By the time I ended up seeing her, she had had the migraine for over a week and she had taken daily doses of over-the-counter remedies, so I figured that she now had an element of withdrawal headache. Normally I prescribe prednisone in such cases, but Gretchen told me she has had severe psychiatric side effects from steroids before.

I asked her to wean off the OTC medications and started her on topiramate. Gradually her headaches got better. Then, a few days later we got a phone call, saying her migraine had come back with a vengeance. It was late in the day and she had been vomiting. She went to the ER and they gave her IV fluids, metoclopramide and something for pain.

I saw her in followup and she was better but very worried, telling me her headache was starting to build again.

Then she told me something that jolted my brain I to action.

“Whenever I start to hurt on the side of my nose where I had the surgery, the headache comes on.”

“What kind of surgery”, I asked.

“I had a big cyst removed, se-ba-cious I think it was called.”

“Can you take your mask off”, I asked. I had not seen her uncovered face before.

She did and there was a big scar.

“What kind of pain do you have there”, I asked. Is it steady or, like, pulsating?”

“It’s like jabs and jabs, like someone is sticking needles in there.”

I pulled the monofilament from my pocket and started touching her over the three branches of the trigeminal nerve on each side of her face.

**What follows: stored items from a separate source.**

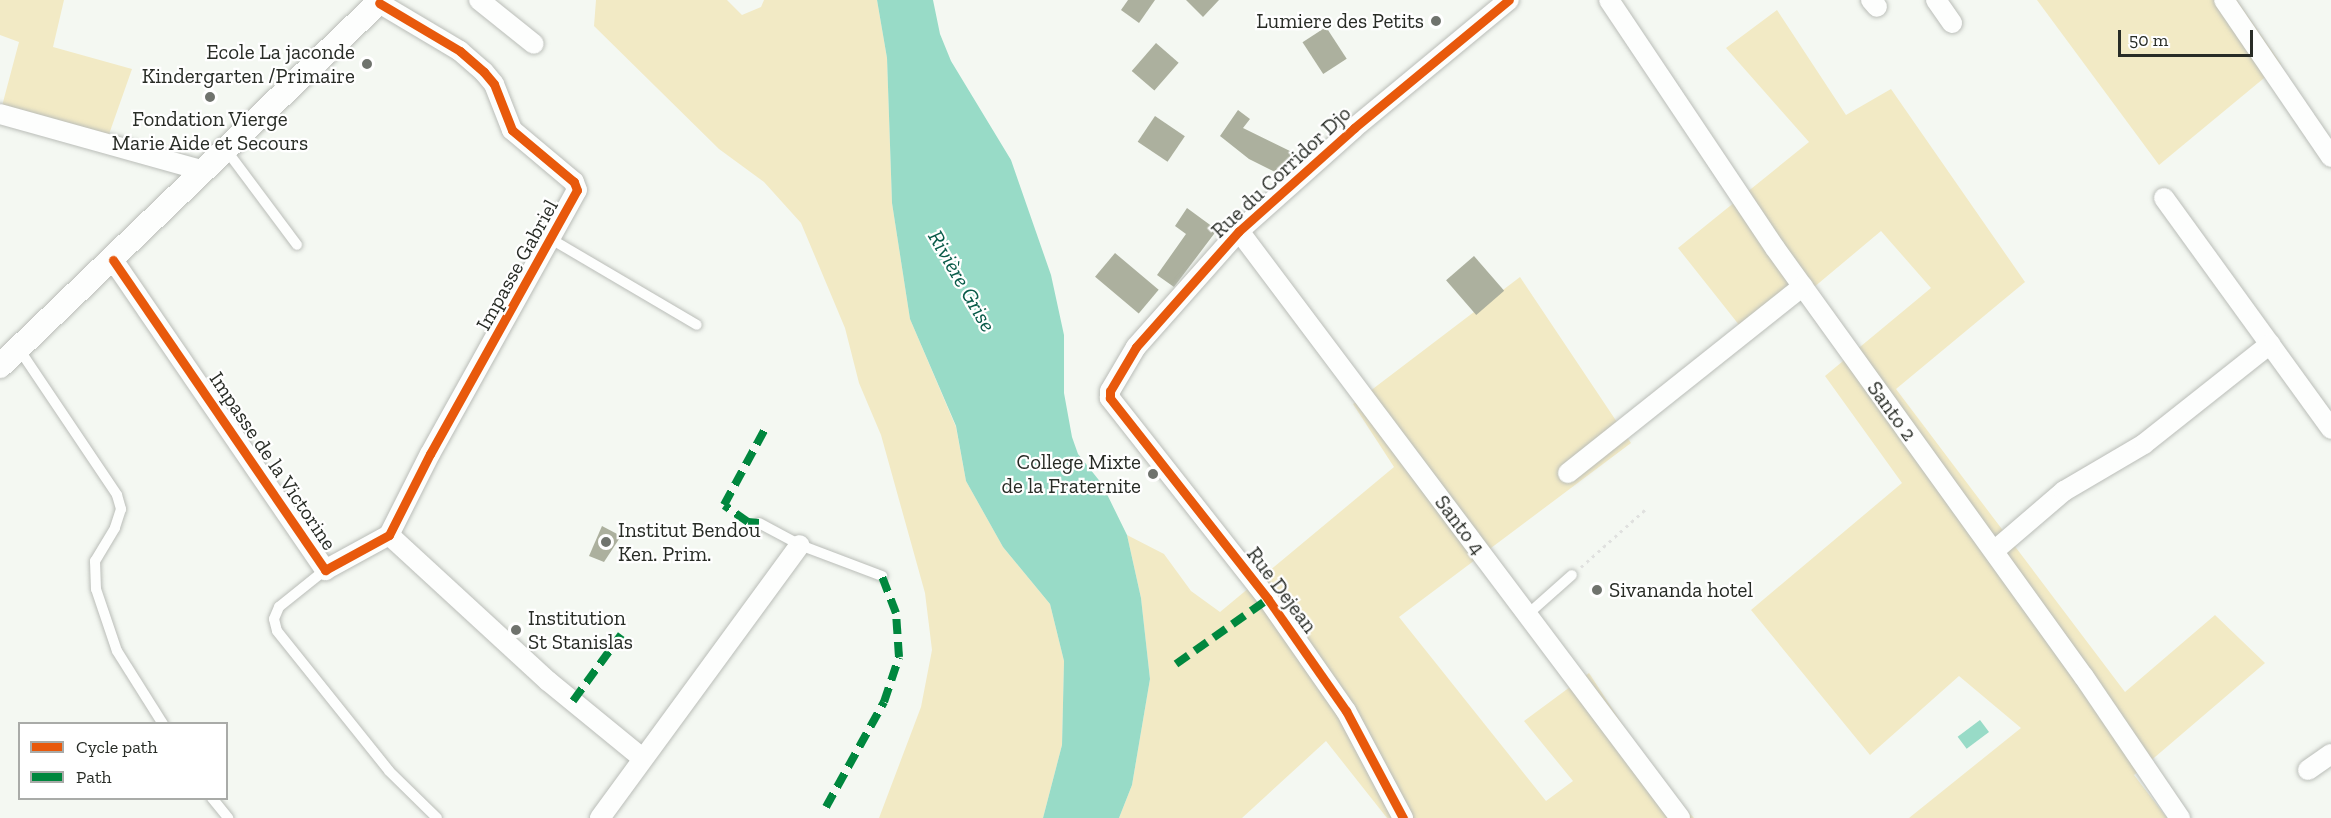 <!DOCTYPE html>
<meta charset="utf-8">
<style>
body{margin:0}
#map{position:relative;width:2331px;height:818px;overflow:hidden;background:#f4f8f2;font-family:"Zilla Slab",serif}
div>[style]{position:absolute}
.green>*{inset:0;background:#f2eac5}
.water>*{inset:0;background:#98dbc7;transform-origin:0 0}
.building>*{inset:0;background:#acb09e;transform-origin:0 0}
.path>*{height:3px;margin-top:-1.5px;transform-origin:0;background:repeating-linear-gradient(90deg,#e0e1df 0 3px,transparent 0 7.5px)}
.roads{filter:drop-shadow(0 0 2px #babdb8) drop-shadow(0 0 2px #babdb8)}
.service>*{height:10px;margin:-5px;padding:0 5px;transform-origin:5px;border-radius:5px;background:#fdfefd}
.minor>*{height:20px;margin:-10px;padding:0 10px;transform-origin:10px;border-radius:10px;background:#fdfefd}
.tertiary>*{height:24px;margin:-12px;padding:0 12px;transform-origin:12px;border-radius:12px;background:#fdfefd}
.quiet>*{height:8px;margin-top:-4px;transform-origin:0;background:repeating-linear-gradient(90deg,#00873e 0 15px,transparent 0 23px)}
.cycleway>*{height:9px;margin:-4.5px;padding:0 4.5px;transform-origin:4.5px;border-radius:4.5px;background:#e8590c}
.dots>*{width:16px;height:16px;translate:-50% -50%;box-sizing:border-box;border:3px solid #fff;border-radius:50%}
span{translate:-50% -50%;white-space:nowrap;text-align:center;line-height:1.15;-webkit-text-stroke:4.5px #fff;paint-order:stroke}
.poi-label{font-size:21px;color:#282c26}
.right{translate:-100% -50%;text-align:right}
.left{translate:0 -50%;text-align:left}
.street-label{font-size:21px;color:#282c26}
.water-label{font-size:22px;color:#085a48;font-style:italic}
.legend{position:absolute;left:18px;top:722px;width:210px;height:78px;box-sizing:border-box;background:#fff;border:2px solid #a9aba8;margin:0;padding:8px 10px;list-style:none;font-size:18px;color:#282c26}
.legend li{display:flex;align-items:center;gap:12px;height:30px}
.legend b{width:30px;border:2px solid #a9aba8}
.scale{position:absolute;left:2118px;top:30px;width:135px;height:27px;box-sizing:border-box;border:3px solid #282c26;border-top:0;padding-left:8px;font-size:18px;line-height:21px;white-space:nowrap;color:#282c26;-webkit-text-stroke:4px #fff;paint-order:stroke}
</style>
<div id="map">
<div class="green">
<i style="clip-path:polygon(0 0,64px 0,53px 47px,132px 69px,108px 137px,2px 106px,19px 42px,0 35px)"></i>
<i style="clip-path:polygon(596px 0,727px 0,742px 15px,761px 7px,764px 0,877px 0,887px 58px,892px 203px,910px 319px,956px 427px,966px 481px,1003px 547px,1050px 604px,1064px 661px,1062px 745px,1043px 818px,879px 818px,921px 707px,932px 650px,925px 593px,881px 435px,859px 383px,845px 328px,801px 223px,764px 182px,719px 149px,594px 26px)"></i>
<i style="clip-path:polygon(2037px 0,2237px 0,2281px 64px,2159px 165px)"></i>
<i style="clip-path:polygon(1777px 10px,1846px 115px,1891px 89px,2025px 282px,1896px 389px,2125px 692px,2215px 615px,2265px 663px,2134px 775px,2167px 818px,1909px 818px,2021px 728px,1959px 676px,1870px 755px,1751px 610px,1902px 483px,1825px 376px,1931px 288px,1881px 231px,1751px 340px,1678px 248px,1809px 142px,1726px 48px)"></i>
<i style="clip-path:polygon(1520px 277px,1631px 443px,1399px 617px,1546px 801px,1573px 781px,1524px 721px,1589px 673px,1660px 782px,1694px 818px,1387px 818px,1326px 741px,1242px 818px,1119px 818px,1132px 785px,1150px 679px,1141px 598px,1127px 535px,1164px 554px,1191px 591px,1220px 612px,1394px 467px,1353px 404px)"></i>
</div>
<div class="water">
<i style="clip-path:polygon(877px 0,933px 0,940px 34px,951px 61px,1011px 160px,1051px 275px,1064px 335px,1064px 393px,1072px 437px,1078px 454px,1102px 484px,1127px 535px,1141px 598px,1150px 679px,1132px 785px,1119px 818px,1043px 818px,1062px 745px,1064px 661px,1050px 604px,1003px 547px,966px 481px,956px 426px,910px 319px,892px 203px,887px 58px)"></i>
<i style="left:1980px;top:720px;width:15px;height:28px;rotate:53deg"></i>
</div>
<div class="building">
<i style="clip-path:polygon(1128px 0,1155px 0,1139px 23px,1121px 10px)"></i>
<i style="clip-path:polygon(1186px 0,1219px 0,1203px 17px)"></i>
<i style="left:1326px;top:27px;width:38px;height:28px;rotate:57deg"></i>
<i style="left:1156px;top:43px;width:30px;height:37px;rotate:41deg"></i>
<i style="clip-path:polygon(1238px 110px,1250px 119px,1243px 128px,1292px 152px,1281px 175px,1249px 159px,1220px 136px)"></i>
<i style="left:1155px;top:116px;width:36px;height:31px;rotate:34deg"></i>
<i style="clip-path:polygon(1187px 208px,1217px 230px,1174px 287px,1157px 275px,1186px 234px,1175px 226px)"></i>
<i style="left:1115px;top:253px;width:57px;height:31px;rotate:40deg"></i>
<i style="left:1474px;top:256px;width:46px;height:37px;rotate:49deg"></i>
<i style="clip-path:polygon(602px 526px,621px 536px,604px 562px,589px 556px)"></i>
</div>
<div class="path">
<i style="left:1581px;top:567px;width:89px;rotate:-41.8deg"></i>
</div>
<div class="roads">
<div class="service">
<i style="left:227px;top:151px;width:117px;rotate:53.3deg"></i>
<i style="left:551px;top:239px;width:169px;rotate:30.5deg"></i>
<i style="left:19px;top:349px;width:176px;rotate:56.1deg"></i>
<i style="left:117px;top:495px;width:15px;rotate:74deg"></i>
<i style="left:121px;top:509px;width:20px;rotate:108deg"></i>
<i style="left:115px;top:528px;width:39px;rotate:121deg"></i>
<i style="left:95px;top:561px;width:28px;rotate:88deg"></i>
<i style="left:96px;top:589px;width:65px;rotate:71.3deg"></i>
<i style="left:117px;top:651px;width:86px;rotate:57.8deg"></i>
<i style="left:759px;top:523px;width:47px;rotate:28.2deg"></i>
<i style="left:800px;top:545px;width:88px;rotate:20.7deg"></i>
<i style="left:325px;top:570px;width:59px;rotate:141.2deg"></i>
<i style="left:279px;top:607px;width:13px;rotate:113deg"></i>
<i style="left:274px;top:619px;width:12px;rotate:76deg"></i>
<i style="left:277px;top:631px;width:179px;rotate:51.3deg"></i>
<i style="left:389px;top:771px;width:67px;rotate:44.4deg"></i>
<i style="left:1527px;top:615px;width:60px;rotate:-41.6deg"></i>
<i style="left:212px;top:798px;width:26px;rotate:51deg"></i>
</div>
<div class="minor">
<i style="left:479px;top:0;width:70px;rotate:38.7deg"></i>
<i style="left:1609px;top:0;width:298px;rotate:56.2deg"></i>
<i style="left:1775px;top:248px;width:529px;rotate:54.24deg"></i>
<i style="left:2084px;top:677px;width:171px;rotate:55.8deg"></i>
<i style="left:1871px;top:0;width:9px;rotate:49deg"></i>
<i style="left:1936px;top:0;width:28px;rotate:55deg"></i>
<i style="left:2224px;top:0;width:190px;rotate:55.7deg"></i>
<i style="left:0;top:114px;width:212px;rotate:15.6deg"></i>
<i style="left:2164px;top:198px;width:285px;rotate:54.1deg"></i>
<i style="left:1239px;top:231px;width:734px;rotate:53.08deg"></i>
<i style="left:113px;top:260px;width:376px;rotate:55.6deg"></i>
<i style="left:325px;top:570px;width:73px;rotate:-28.7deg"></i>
<i style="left:389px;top:535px;width:91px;rotate:-63.2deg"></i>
<i style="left:430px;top:454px;width:302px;rotate:-60.9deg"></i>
<i style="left:577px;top:190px;width:9px;rotate:-111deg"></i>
<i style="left:574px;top:182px;width:81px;rotate:-140deg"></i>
<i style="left:512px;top:130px;width:49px;rotate:-111.4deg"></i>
<i style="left:494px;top:84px;width:16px;rotate:-130deg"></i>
<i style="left:484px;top:72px;width:32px;rotate:-139deg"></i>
<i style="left:460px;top:51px;width:94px;rotate:-149.3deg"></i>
<i style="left:1568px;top:473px;width:300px;rotate:-38.5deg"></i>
<i style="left:389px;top:535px;width:216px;rotate:42.6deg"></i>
<i style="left:548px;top:681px;width:122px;rotate:39.3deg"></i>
<i style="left:1994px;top:551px;width:92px;rotate:-40.6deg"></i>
<i style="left:2064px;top:491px;width:93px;rotate:-30.4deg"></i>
<i style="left:2144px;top:444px;width:161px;rotate:-38.4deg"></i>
<i style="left:2308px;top:770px;width:28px;rotate:-35deg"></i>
<i style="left:600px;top:818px;width:338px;rotate:-53.8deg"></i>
<i style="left:1403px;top:818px;width:121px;rotate:-118deg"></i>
<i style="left:1346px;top:711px;width:136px;rotate:-124.9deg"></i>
<i style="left:1268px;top:599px;width:256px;rotate:-128.2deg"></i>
<i style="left:1110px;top:398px;width:7px;rotate:-90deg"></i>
<i style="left:1110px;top:391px;width:51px;rotate:-59.4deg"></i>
<i style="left:1136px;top:347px;width:155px;rotate:-48.4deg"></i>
<i style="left:1239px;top:231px;width:154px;rotate:-41.8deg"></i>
<i style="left:1354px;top:128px;width:201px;rotate:-39.6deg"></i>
</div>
<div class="tertiary">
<i style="left:0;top:366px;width:528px;rotate:-43.85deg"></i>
</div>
</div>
<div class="quiet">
<i style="left:759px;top:523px;width:11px;rotate:-175deg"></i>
<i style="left:748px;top:522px;width:29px;rotate:-145deg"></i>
<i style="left:724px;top:505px;width:86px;rotate:-61.7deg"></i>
<i style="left:1176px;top:664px;width:113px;rotate:-35.2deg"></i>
<i style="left:573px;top:701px;width:82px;rotate:-54deg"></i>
<i style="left:826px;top:807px;width:120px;rotate:-61.1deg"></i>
<i style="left:884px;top:702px;width:47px;rotate:-71.6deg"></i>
<i style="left:899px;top:657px;width:44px;rotate:-93.9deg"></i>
<i style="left:896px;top:613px;width:40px;rotate:-111deg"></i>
</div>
<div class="cycleway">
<i style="left:113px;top:260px;width:376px;rotate:55.6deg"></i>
<i style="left:325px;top:570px;width:73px;rotate:-28.7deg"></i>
<i style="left:389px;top:535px;width:91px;rotate:-63.2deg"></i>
<i style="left:430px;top:454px;width:302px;rotate:-60.9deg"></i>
<i style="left:577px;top:190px;width:9px;rotate:-111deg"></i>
<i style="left:574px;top:182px;width:81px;rotate:-140deg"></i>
<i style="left:512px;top:130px;width:49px;rotate:-111.4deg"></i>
<i style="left:494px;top:84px;width:16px;rotate:-130deg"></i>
<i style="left:484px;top:72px;width:32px;rotate:-139deg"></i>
<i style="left:460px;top:51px;width:94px;rotate:-149.3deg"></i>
<i style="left:1403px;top:818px;width:121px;rotate:-118deg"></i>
<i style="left:1346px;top:711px;width:136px;rotate:-124.9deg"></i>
<i style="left:1268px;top:599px;width:256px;rotate:-128.2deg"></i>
<i style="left:1110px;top:398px;width:7px;rotate:-90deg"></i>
<i style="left:1110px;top:391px;width:51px;rotate:-59.4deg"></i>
<i style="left:1136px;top:347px;width:155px;rotate:-48.4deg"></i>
<i style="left:1239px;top:231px;width:154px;rotate:-41.8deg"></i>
<i style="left:1354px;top:128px;width:201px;rotate:-39.6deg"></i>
</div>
<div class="dots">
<i style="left:1436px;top:21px;background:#6f736d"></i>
<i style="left:367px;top:64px;background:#6f736d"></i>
<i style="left:210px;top:97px;background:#6f736d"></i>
<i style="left:1153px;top:474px;background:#6f736d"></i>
<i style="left:606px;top:542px;background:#6f736d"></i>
<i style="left:1597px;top:590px;background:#6f736d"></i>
<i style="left:516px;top:630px;background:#6f736d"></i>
</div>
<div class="poi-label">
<span class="right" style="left:1424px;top:21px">Lumiere des Petits</span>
<span class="right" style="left:355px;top:64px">Ecole La jaconde<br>Kindergarten /Primaire</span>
<span style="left:210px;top:131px">Fondation Vierge<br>Marie Aide et Secours</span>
<span class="right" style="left:1141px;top:474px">College Mixte<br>de la Fraternite</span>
<span class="left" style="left:618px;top:542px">Institut Bendou<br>Ken. Prim.</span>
<span class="left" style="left:1609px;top:590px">Sivananda hotel</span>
<span class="left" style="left:528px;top:630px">Institution<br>St Stanislas</span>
</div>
<div class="street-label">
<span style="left:1281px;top:172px;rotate:-43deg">Rue du Corridor Djo</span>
<span style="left:517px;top:265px;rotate:-61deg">Impasse Gabriel</span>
<span style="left:1892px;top:411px;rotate:54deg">Santo 2</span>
<span style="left:273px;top:461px;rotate:56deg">Impasse de la Victorine</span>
<span style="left:1460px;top:525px;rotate:53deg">Santo 4</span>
<span style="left:1282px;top:590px;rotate:53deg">Rue Dejean</span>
</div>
<div class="water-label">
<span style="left:962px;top:281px;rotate:60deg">Rivière Grise</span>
</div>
<ul class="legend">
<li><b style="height:8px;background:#e8590c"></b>Cycle path</li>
<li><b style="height:8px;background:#00873e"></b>Path</li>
</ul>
<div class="scale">50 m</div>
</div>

“Does this feel the same on both sides of your face?”

“No, it’s different.”

I took a deep sigh and explained:

“This looks like a nerve pain, a neuralgia, in the nerve that reaches the skin outside your sinus there, and also in the other two branches that go to the forehead and the jaw. It’s called the trigeminal nerve and it comes directly from the brain. I wonder if that is what has made your migraines come back after all these years.”

“Can you stop this from getting full blown”, she asked.

“I probably can’t stop the neuralgia very quickly. Most neuralgia medications take a while to,start working, but I’ll send in a prescription for Imitrex. Take one as soon as you get home and you can take one more later today if you have to. Then call me tomorrow and let me know how you are doing.”

The next day she told me she was headache free after just one Imitrex, and the neuralgia was barely noticeable.

I’m curious how she will do in the long run, and I’m curious if the trigeminal neuralgia is somehow related to the surgery she had there.

Like I’ve said before, curiosity is a powerful antidote to burnout.

Hans Duvefelt is a clinician, writer, and author of “A Country Doctor Writes.”